Please state how many lines of the listing contain the word "rotate", giving the number by itself.

***

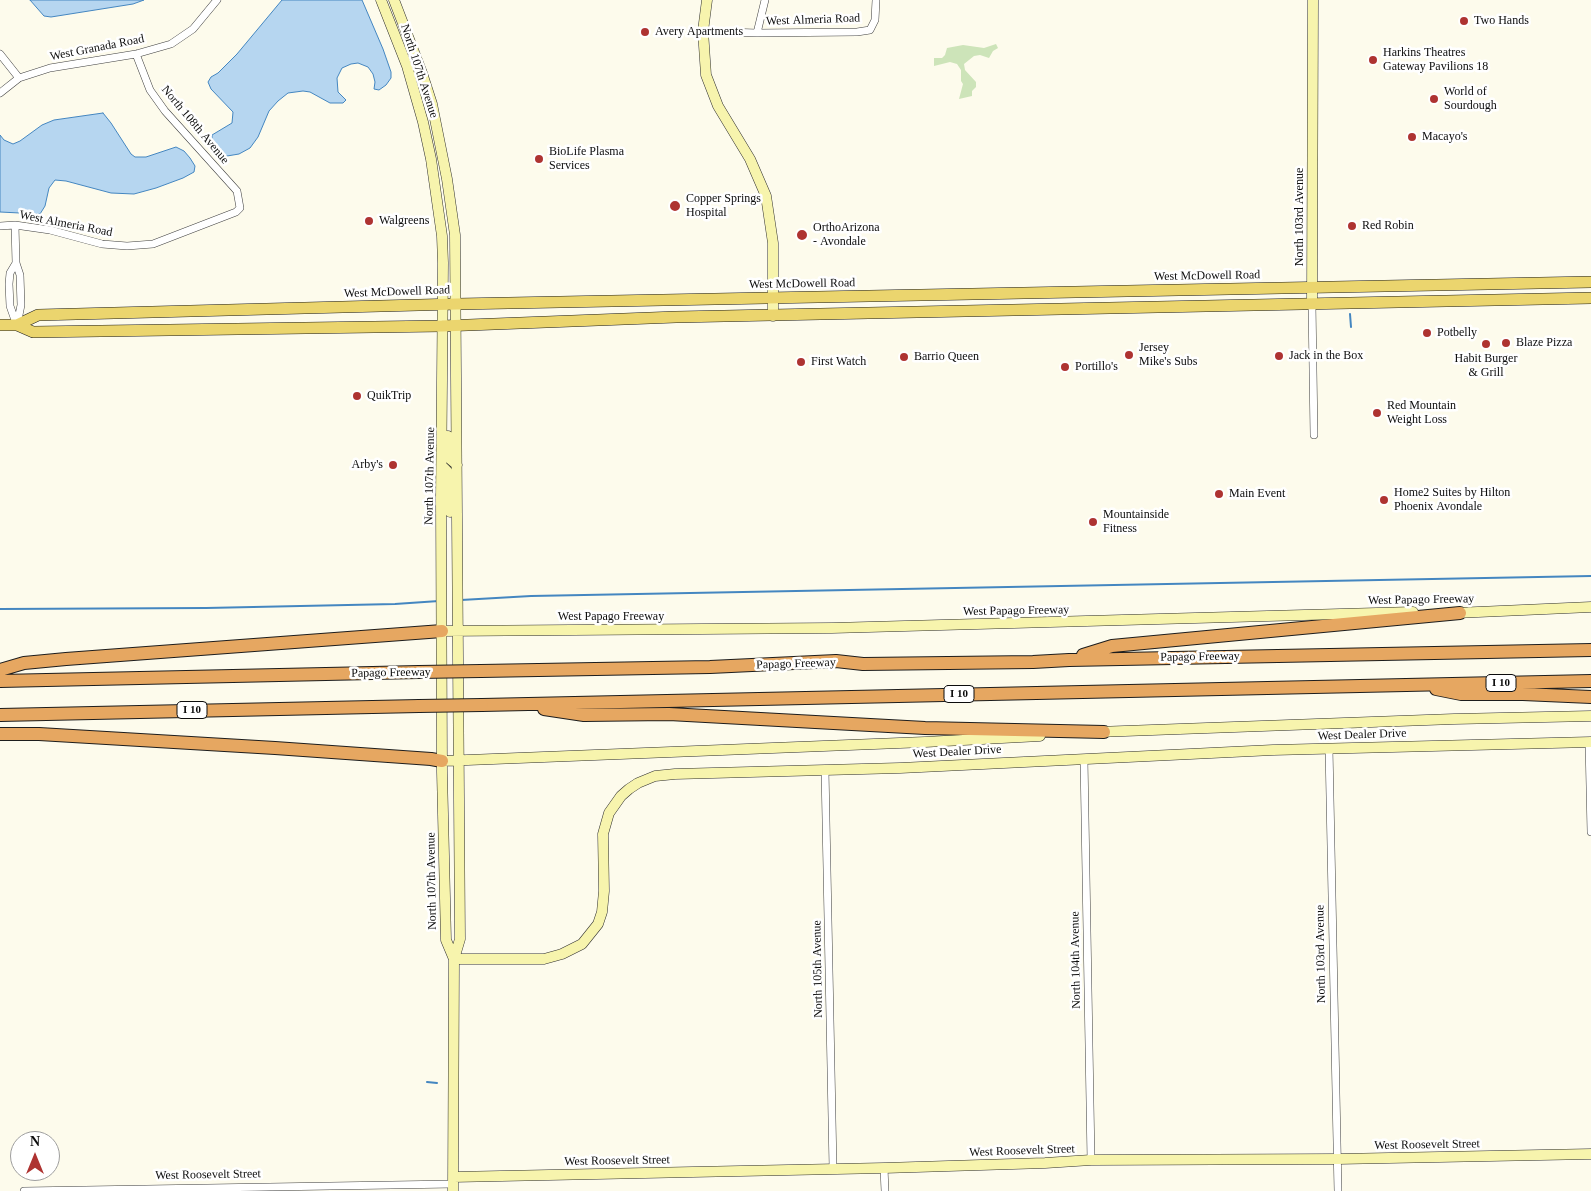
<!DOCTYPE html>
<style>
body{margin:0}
#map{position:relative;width:1591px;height:1191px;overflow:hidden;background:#fdfbec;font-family:"Times New Roman",serif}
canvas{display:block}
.north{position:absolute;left:10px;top:1131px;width:50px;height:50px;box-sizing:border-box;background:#fff;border:1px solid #9e9e9e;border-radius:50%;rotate:0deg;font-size:14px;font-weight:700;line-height:20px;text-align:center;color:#0c0c0c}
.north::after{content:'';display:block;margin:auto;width:18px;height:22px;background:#ae3331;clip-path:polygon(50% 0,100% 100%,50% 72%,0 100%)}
</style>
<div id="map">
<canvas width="1591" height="1191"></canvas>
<div class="north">N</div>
</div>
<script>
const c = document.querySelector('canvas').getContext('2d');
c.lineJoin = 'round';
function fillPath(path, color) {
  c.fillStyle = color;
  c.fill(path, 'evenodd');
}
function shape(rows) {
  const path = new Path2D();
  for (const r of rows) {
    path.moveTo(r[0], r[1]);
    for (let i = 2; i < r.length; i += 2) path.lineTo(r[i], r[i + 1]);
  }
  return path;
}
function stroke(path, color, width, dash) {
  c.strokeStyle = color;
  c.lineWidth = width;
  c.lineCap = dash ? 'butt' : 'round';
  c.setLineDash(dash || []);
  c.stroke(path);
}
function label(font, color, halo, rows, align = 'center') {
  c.font = font + ' "Times New Roman",serif';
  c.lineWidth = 5;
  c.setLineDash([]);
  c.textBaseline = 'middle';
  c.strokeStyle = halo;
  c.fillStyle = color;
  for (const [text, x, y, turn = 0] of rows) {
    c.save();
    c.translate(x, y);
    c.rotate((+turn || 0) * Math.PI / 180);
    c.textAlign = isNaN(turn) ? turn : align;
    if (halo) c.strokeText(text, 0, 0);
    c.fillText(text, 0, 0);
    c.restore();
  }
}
const green = shape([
 [996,44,998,48,993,51,989,58,980,55,974,56,964,64,965,70,976,82,976,87,972,91,972,96,959,99,963,84,961,81,961,70,957,64,950,62,934,66,934,58,942,58,945,55,947,48,963,45,984,48]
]);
const water = shape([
 [30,0,144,0,133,4,51,17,44,16,30,0],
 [282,0,362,0,383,49,391,72,391,78,386,85,379,90,374,89,375,82,373,74,368,67,358,63,351,64,342,68,337,78,338,92,346,100,343,103,330,103,310,92,303,91,288,93,278,101,269,111,258,137,250,148,239,154,227,156,220,154,215,147,212,141,212,135,232,123,233,112,211,89,208,82,211,77,218,73,237,54,282,0],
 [103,113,111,123,131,154,135,157,146,157,176,147,184,151,190,158,195,166,194,172,183,178,156,188,134,194,111,193,66,181,55,180,49,188,45,206,40,214,0,212,0,135,4,140,13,144,20,141,42,125,54,120,103,113]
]);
const stream = shape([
 [1350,314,1351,327],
 [461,600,531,596,1591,576],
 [0,609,206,608,395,604,439,601],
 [427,1082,437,1083]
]);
const street = shape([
 [727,32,757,33,857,32,870,30,875,20,876,0],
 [757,33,765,0],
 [0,54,19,78],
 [0,93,19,78,50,68,136,54,171,44,193,29,217,0],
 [15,225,16,263,20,275,21,305,17,325],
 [0,226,15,225,50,230,102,244,127,246,153,244,236,212,240,208,237,191,165,111,150,90,136,54],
 [16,263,10,273,9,284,10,306,16,323],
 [1312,304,1314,435],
 [1589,742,1591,832],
 [1329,748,1338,1191],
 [1084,759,1091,1160],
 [825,770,833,1168],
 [884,1168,885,1191],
 [24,1191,453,1184]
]);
const secondary = shape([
 [381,0,407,66,423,122,431,159,442,236,443,263,441,498,442,772,446,940,454,959],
 [394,0,422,73,432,104,447,179,455,235,460,939,454,959,453,1191],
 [707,0,703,31,706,75,718,106,750,159,766,196,773,243,773,316],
 [1312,304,1313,0],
 [448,436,450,459,457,465],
 [442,466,447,471,448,476,450,512],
 [1455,613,1591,607],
 [442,631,832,628,1413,612],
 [1097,732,1454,719,1591,716],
 [442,761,925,742,1040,736],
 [454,959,544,959,562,954,582,944,598,924,602,912,604,891,603,834,609,813,621,796,629,789,638,783,655,776,675,774,900,768,1273,750,1591,742],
 [453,1177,884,1168,1045,1163,1091,1160,1338,1159,1591,1154]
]);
const primary = shape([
 [0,325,17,325,38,315,457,304,1591,282],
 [17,325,33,332,442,326,676,317,1591,298]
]);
const highway = shape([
 [1083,655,1112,646,1460,613],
 [0,670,24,663,66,659,442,631],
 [481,671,710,667,836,661,863,664,1033,662,1069,660,1591,650],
 [0,681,419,672],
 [1436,689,1461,694,1523,694,1591,697],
 [482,705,1591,681],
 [544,709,584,715,669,714,925,728,1104,732],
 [0,715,419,706],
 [0,734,39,734,275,748,431,759,442,761]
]);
const highwayBridge = shape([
 [419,672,481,671],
 [419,706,482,705]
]);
const markers = [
 [1464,21,5,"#ae3331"],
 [645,32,5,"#ae3331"],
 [1373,60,5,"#ae3331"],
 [1434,99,5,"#ae3331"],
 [1412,137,5,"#ae3331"],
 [539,159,5,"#ae3331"],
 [675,206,6,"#ae3331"],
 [369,221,5,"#ae3331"],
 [1352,226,5,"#ae3331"],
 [802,235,6,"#ae3331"],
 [1427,333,5,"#ae3331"],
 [1506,343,5,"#ae3331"],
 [1486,344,5,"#ae3331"],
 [1129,355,5,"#ae3331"],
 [1279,356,5,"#ae3331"],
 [904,357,5,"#ae3331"],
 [801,362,5,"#ae3331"],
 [1065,367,5,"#ae3331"],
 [357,396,5,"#ae3331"],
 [1377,413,5,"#ae3331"],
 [393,465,5,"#ae3331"],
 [1219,494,5,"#ae3331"],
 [1384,500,5,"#ae3331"],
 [1093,522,5,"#ae3331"]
];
const shields = [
 [1501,683,30],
 [959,694,30],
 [192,710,30]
];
const shieldNames = [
 ["I 10",1501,683],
 ["I 10",959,694],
 ["I 10",192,710]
];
const streetNames = [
 ["West Almeria Road",813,20,-2],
 ["West Granada Road",97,48,-11],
 ["North 107th Avenue",419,71,72],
 ["North 108th Avenue",195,125,50],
 ["North 103rd Avenue",1300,217,-90],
 ["West Almeria Road",66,224,11],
 ["West McDowell Road",1207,276,-1],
 ["West McDowell Road",802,284,-1],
 ["West McDowell Road",397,292,-2],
 ["North 107th Avenue",430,476,-89],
 ["West Papago Freeway",1421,600,-1],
 ["West Papago Freeway",1016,611,-1],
 ["West Papago Freeway",611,617],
 ["Papago Freeway",1200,657,-1],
 ["Papago Freeway",796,664,-2],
 ["Papago Freeway",391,673,-1],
 ["West Dealer Drive",1362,735,-2],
 ["West Dealer Drive",957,752,-3],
 ["North 107th Avenue",432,881,-91],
 ["North 103rd Avenue",1321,954,-91],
 ["North 104th Avenue",1076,960,-91],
 ["North 105th Avenue",818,969,-91],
 ["West Roosevelt Street",1427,1145,-1],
 ["West Roosevelt Street",1022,1151,-2],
 ["West Roosevelt Street",617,1161,-1],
 ["West Roosevelt Street",208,1175,-1]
];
const poiNames = [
 ["Two Hands",1474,21],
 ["Avery Apartments",655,32],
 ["Harkins Theatres",1383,53],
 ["Gateway Pavilions 18",1383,67],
 ["World of",1444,92],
 ["Sourdough",1444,106],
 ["Macayo's",1422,137],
 ["BioLife Plasma",549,152],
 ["Services",549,166],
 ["Copper Springs",686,199],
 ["Hospital",686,213],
 ["Walgreens",379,221],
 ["Red Robin",1362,226],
 ["OrthoArizona",813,228],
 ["- Avondale",813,242],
 ["Potbelly",1437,333],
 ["Blaze Pizza",1516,343],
 ["Jersey",1139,348],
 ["Mike's Subs",1139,362],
 ["Jack in the Box",1289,356],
 ["Barrio Queen",914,357],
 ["Habit Burger",1486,359,"center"],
 ["& Grill",1486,373,"center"],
 ["First Watch",811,362],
 ["Portillo's",1075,367],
 ["QuikTrip",367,396],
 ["Red Mountain",1387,406],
 ["Weight Loss",1387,420],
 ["Arby's",383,465,"right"],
 ["Home2 Suites by Hilton",1394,493],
 ["Phoenix Avondale",1394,507],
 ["Main Event",1229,494],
 ["Mountainside",1103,515],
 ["Fitness",1103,529]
];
fillPath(green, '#cde4b9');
fillPath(water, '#b6d6f0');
stroke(water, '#4486c0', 1);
stroke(stream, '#4486c0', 2);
stroke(street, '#3f3f3f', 8);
stroke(secondary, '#2e2e2e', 11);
stroke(primary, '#1d1d1d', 12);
stroke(highway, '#1d1d1d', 14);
stroke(street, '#fff', 7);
stroke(secondary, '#f7f4ad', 10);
stroke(primary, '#ebd56e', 11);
stroke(highway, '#e6a761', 12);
stroke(highwayBridge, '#1d1d1d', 14, []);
stroke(highwayBridge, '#e6a761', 12);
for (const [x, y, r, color] of markers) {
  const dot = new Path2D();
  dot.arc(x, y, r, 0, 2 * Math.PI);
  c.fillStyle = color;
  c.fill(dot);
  stroke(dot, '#fff', 2);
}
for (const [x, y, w] of shields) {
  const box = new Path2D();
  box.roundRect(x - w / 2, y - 8.5, w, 17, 4);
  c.fillStyle = '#fff';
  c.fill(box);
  stroke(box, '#0c0c0c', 1);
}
label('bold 11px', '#0c0c0c', null, shieldNames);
label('12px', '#0c0c0c', '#fff', streetNames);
label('12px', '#0c0c0c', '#fff', poiNames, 'left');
</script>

***

### THE ANSWER
2